+++ RECORDS PROVIDED

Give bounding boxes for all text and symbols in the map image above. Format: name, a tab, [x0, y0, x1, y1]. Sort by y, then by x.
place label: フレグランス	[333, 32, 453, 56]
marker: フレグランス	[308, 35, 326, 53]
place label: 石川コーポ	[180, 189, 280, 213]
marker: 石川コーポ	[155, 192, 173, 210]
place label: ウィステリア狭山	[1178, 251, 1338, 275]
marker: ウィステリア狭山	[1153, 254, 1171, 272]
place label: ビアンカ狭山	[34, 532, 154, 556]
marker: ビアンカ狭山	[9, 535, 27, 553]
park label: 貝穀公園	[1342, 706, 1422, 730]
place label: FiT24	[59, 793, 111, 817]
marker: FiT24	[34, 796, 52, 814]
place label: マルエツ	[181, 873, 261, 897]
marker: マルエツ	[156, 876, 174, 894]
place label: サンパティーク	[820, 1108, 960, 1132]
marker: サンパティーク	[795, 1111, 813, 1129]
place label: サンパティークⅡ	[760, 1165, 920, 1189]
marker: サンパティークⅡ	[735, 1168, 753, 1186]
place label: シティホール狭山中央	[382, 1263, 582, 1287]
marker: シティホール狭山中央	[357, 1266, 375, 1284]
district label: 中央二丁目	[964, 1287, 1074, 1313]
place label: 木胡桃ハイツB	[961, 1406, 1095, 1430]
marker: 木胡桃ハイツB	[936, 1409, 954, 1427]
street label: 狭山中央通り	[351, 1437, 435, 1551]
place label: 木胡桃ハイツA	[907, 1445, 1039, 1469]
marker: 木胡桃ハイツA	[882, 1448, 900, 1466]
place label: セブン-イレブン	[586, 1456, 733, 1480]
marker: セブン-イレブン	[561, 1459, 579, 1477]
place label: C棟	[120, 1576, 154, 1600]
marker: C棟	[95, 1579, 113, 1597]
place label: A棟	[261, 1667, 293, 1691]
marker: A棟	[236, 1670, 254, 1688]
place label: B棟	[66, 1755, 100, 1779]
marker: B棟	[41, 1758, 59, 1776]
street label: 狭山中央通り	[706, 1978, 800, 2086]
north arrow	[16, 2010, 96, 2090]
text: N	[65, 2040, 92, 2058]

++++++

• **EXERCISE**
Write out each entry again, word for word.

• **TASK OUTPUT**
Give bounding boxes for all text and symbols in the map image above. Format: name, a tab, [x0, y0, x1, y1]. Sort by y, then by x.
place label: フレグランス	[333, 32, 453, 56]
marker: フレグランス	[308, 35, 326, 53]
place label: 石川コーポ	[180, 189, 280, 213]
marker: 石川コーポ	[155, 192, 173, 210]
place label: ウィステリア狭山	[1178, 251, 1338, 275]
marker: ウィステリア狭山	[1153, 254, 1171, 272]
place label: ビアンカ狭山	[34, 532, 154, 556]
marker: ビアンカ狭山	[9, 535, 27, 553]
park label: 貝穀公園	[1342, 706, 1422, 730]
place label: FiT24	[59, 793, 111, 817]
marker: FiT24	[34, 796, 52, 814]
place label: マルエツ	[181, 873, 261, 897]
marker: マルエツ	[156, 876, 174, 894]
place label: サンパティーク	[820, 1108, 960, 1132]
marker: サンパティーク	[795, 1111, 813, 1129]
place label: サンパティークⅡ	[760, 1165, 920, 1189]
marker: サンパティークⅡ	[735, 1168, 753, 1186]
place label: シティホール狭山中央	[382, 1263, 582, 1287]
marker: シティホール狭山中央	[357, 1266, 375, 1284]
district label: 中央二丁目	[964, 1287, 1074, 1313]
place label: 木胡桃ハイツB	[961, 1406, 1095, 1430]
marker: 木胡桃ハイツB	[936, 1409, 954, 1427]
street label: 狭山中央通り	[351, 1437, 435, 1551]
place label: 木胡桃ハイツA	[907, 1445, 1039, 1469]
marker: 木胡桃ハイツA	[882, 1448, 900, 1466]
place label: セブン-イレブン	[586, 1456, 733, 1480]
marker: セブン-イレブン	[561, 1459, 579, 1477]
place label: C棟	[120, 1576, 154, 1600]
marker: C棟	[95, 1579, 113, 1597]
place label: A棟	[261, 1667, 293, 1691]
marker: A棟	[236, 1670, 254, 1688]
place label: B棟	[66, 1755, 100, 1779]
marker: B棟	[41, 1758, 59, 1776]
street label: 狭山中央通り	[706, 1978, 800, 2086]
north arrow	[16, 2010, 96, 2090]
text: N	[65, 2040, 92, 2058]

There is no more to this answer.